Me parece revelador que, ante la “avanzada” protestante
que experimentó el país con el cambio de dominación colonial en 1898, el catolicismo
popular respondiera con fenómenos como el movimiento de Los Hermanos Cheo, que se autodenominaba “ejército de campesinos... para defender... la devoción de la Virgen...”
y el culto de los santos.
El tercer tipo
de estatuaria tradicional “típica”
que identifican las investigaciones de la imaginería religiosa es una combinación
de los Reyes Magos y las tres Marías, lo que, según una importante
estudiosa, Doreen M. Colón Camacho, “…resulta anacrónico en lo cronológico y religioso.
Las Tres Marías son: María Magdalena, María la de Cleofás y la Virgen María... que
visitaron la tumba de Cristo la mañana del domingo de Resurrección, lo que resulta
en un tema propio de la Pasión y Muerte antes que asociado a la Navidad”. Pero la
combinación de las distintas “pascuas” —Pascua de Natividad y Pascua de Resurrección—
es característica de esa religiosidad cimarrona e inclusiva donde los mitos de orígenes
son más de renacimiento que de nacimiento en una sociedad que requiere estar constantemente
reconstituyéndose. Así, las fiestas de Reyes,
entre octavas y octavitas, se prolongan hasta la Cuaresma (hasta la víspera del
Miércoles de Cenizas) y el cancionero navideño incluye letras como:
Dios
bendiga el Santo
nombre
de Jesús,
que
murió en la cruz,
donde
sufrió tanto...
que
los tres Santos Reyes eran pretendientes de las tres Marías, unas jóvenes muy hermosas
a quienes llevaban de noche a bailes y fiestas...
Los tres Santos Reyes
y
las tres Marías
iban
los seis juntos
llenos
de alegría.
Los
tres Santos Reyes
y
las tres Marías
iban
a acostarse
y
los cogió el día.
Los Reyes Magos y las Tres Marías aparecen como bailadores, trasnochadores y enamora’os; camuflando sus tallas —en la religiosidad popular— un mundo
atravesado de un problematizado pero profundo erotismo. No en balde los obispos
de la época recalcaban que los vicios dominantes
(en el país) eran el juego (el azar) y la sensualidad.
En una historia
como la del Caribe —atravesada por muy variados y poderosos tipos de dominación—,
la cultura popular puertorriqueña ha desarrollado formas interesantes en su patrimonio
inmaterial de afirmar sus valores de manera camuflada.

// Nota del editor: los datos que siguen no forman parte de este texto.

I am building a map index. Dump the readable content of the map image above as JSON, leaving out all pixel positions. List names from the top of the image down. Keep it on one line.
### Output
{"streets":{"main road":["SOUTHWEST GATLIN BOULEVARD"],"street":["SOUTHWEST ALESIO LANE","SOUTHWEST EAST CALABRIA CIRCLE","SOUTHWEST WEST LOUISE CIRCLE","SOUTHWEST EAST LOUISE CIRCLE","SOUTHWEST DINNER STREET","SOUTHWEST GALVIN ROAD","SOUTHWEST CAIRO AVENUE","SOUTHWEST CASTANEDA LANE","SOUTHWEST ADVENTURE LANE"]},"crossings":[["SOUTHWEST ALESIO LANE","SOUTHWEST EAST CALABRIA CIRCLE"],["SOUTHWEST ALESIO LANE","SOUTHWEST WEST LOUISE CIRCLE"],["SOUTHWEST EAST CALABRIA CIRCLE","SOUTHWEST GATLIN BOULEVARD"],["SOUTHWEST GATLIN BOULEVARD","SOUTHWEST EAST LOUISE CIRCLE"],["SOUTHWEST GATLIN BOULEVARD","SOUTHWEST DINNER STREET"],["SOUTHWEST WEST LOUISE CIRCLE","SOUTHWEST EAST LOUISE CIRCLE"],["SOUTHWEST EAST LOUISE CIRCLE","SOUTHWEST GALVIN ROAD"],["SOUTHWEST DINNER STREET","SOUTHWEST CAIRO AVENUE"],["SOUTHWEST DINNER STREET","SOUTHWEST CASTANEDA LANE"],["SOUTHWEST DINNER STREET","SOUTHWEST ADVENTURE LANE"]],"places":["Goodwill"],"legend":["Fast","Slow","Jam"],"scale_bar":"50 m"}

A través de los tan aparentemente
inofensivos y “españoles” santos
—tradición tan antigua y, a su
vez, tan persistente y viva—, el arte popular
religioso nos provee
formas significativas
y complejas de entrelazar dos de los más problemáticos e importantes aspectos de
la cultura caribeña: las relaciones entre lo femenino y masculino y las relaciones
relativas a lo étnico-“racial”.
La
gastronomía popular y el “bricolaje” cimarrón con disimulo
Mientras numerosos “escapados”
(de ascendencia europea, indígena o africana) buscaban cimarronearse en Puerto Rico
en sus primeros siglos, al colonialismo militar citadino le resultaba conveniente
que se diseminaran súbditos leales por todo el territorio (especialmente después
de la experiencia en La Hispaniola, donde España perdió ante filibusteros franceses
casi su mitad occidental). Frente al modelo colonial de la ruralía controlada que
las plantaciones británicas y francesas representaban, el colonialismo citadino
español, que permitía campesinos libres a través del territorio, fue defendido a
brazo partido por los escapados, como testimonia la participación popular en el
rechazo de varios ataques de las potencias rivales (aunque a nivel cotidiano se
contrabandeara sin pudor con dichos “enemigos”). Esa tácita concertación social
requería que la jíbara amalgama étnica cimarrona no apareciera como “extranjera”;
debía manifestarse “hispana”, lo que en aquellos siglos de consolidación del Estado
nacional español –tanto en términos de su “limpieza” u homogenización interna, como
en su rivalidad externa– significaba, sobre todo, manifestar una identidad católica:
comer cerdo —prohibido entre practicantes judíos y moros— y venerar a la Virgen
y a los santos, en contraposición a la insistencia monoteísta del protestantismo.
El cerdo —pero
no el cotidiano peninsular del jamón y el chorizo, por ejemplo, sino el de celebración,
el lechón asado a la varita de las festividades principales— a la intemperie, para
testimoniar ante todos su “cristianismo”, se convirtió en elemento gastronómico
de especiales valores simbólicos identitarios que se mantiene hasta hoy. A nivel
de la alimentación cotidiana, la gastronomía popular ha sido más claramente —como
la ha caracterizado su principal estudioso, el historiador Cruz Miguel Ortiz Cuadra,
sobre cuyas investigaciones me baso— un “bricolaje” de las diversas herencias. Predominarán
el arroz y las alubias o frijoles (en Puerto Rico llamadas habichuelas), alimentos
que fueron tornándose corrientes en España, pero nunca —como allá— separados, sino
siempre juntos, como en otros territorios americanos cercanos. El arroz “guisado”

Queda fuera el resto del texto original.